Figure 2. Captopril reduces IRGs in brain, spleen and kidney in lupus-prone mice. (A) MRL/lpr mice were treated with captopril (i.p. 5 mg/kg body wt.) for 2 weeks and analyzed for IRGs in spleen, kidney and brain by Taqman qPCR. IRG expression in the spleen, kidney and brain was analyzed after oral captopril treatment in MRL/lpr (B) and NZB/W F1 mice (C). ΔΔCt method was used to calculate the fold changes in gene expression using PBS-treated mice as a control group. Cyclophilin gene was used for normalizing gene expression. N = 3–5 mice/group; Unpaired t test statistical analysis was performed and p < 0.05 was considered significant; *p < 0.05, **p < 0.01, and ***p < 0.001.

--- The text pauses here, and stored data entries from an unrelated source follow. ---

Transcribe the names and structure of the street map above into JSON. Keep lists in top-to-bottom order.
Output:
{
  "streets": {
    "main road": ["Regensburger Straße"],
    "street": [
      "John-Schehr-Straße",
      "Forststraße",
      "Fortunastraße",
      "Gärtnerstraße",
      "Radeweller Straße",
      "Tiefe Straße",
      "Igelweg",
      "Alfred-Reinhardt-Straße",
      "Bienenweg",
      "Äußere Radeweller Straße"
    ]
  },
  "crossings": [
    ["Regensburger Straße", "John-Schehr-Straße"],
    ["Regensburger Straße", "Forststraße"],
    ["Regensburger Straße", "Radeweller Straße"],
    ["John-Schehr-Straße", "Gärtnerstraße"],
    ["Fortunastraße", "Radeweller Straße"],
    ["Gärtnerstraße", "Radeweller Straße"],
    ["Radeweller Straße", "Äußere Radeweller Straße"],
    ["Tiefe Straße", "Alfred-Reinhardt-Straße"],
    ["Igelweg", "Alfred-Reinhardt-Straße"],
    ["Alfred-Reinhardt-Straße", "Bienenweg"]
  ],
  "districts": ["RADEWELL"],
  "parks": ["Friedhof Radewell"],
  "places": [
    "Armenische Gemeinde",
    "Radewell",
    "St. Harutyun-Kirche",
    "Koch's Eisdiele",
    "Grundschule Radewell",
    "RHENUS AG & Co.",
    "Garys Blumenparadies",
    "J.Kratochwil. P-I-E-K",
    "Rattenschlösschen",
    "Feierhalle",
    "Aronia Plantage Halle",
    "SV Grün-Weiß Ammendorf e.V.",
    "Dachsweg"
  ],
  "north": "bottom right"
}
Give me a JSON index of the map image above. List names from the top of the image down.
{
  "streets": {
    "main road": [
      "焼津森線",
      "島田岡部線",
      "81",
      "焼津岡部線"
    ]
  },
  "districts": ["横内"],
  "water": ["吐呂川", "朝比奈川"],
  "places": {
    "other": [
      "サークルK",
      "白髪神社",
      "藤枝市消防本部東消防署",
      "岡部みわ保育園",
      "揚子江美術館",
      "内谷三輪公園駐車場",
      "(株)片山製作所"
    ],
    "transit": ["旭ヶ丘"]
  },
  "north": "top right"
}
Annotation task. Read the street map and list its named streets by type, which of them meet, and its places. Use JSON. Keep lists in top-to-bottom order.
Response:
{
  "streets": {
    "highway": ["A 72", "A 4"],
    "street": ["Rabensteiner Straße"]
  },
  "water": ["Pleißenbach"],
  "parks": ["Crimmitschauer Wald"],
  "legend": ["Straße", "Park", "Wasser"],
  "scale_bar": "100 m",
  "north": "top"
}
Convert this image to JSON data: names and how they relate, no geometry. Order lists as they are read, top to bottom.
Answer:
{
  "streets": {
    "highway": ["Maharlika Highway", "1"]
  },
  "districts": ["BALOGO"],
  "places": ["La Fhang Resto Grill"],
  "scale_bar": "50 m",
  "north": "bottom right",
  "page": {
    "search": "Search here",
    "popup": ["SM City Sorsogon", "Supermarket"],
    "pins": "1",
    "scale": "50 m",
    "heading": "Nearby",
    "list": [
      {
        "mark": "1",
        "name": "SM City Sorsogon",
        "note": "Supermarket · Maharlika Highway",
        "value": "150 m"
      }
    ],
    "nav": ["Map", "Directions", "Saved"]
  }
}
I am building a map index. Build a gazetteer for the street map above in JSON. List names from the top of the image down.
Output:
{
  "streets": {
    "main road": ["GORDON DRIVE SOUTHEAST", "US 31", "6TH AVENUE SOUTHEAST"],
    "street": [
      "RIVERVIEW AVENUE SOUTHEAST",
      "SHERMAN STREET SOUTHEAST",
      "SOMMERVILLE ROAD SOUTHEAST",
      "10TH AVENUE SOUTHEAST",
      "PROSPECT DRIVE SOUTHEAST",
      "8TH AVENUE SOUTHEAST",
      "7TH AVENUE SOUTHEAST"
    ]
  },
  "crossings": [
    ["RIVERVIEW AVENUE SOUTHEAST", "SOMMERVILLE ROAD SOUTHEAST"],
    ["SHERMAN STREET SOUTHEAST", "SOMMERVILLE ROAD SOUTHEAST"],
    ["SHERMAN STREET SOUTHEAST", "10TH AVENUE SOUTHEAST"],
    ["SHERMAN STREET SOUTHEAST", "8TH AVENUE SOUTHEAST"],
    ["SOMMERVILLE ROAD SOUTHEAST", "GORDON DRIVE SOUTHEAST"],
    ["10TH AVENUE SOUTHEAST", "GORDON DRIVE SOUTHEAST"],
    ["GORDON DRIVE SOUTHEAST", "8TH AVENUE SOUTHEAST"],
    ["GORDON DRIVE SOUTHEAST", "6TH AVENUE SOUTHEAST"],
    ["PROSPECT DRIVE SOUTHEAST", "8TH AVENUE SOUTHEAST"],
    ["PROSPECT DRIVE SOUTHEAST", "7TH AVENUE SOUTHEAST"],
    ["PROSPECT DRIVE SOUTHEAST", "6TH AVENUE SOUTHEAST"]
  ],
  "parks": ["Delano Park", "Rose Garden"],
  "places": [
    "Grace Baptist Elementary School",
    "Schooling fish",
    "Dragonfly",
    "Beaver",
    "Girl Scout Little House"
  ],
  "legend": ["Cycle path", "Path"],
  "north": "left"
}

Captopril Administration Reduces IFNα Levels and Inflammatory Cytokines in Plasma and Spleen of MRL/lpr Mice
We next analyzed if an exogenous IFNα induced response can be suppressed by captopril in the MRL/lpr mice. We administered recombinant IFNα as described in the Methods section, followed by systemic captopril administration for 2 weeks. Captopril significantly reduced the proinflammatory cytokines and chemokines as shown in Figures 3A,B. IL-10 was also reduced by captopril (Figure 3A). To further confirm the effects of captopril on IFNα production, we analyzed splenic DCs by flow cytometry (Figure 3D). IFNα treatment increased IFNα production in the splenic DCs, as shown by the increase in mean fluorescence intensity (MFI) of IFNα staining. Captopril significantly lowered the intensity, suggesting that captopril can help reduce, not only the response to IFNα, but also the production of IFNα per se. IFNα binds to its receptor IFNAR1 and IFNAR2 to bring about further signaling and response (52). We also analyzed if captopril can reduce IFNAR1 protein expression in our cohort of MRL/lpr mice that was treated with exogenous IFNα. As shown in Figure 3E, captopril decreased IFNAR1 protein expression in the spleen. We showed constitutively decreased plasma serotonin levels in the young MRL/lpr mice (Figure 1D). We measured serotonin levels after IFNα treatment and found that IFNα significantly decreased plasma serotonin levels and captopril treatment could help reverse this effect (Figure 3C).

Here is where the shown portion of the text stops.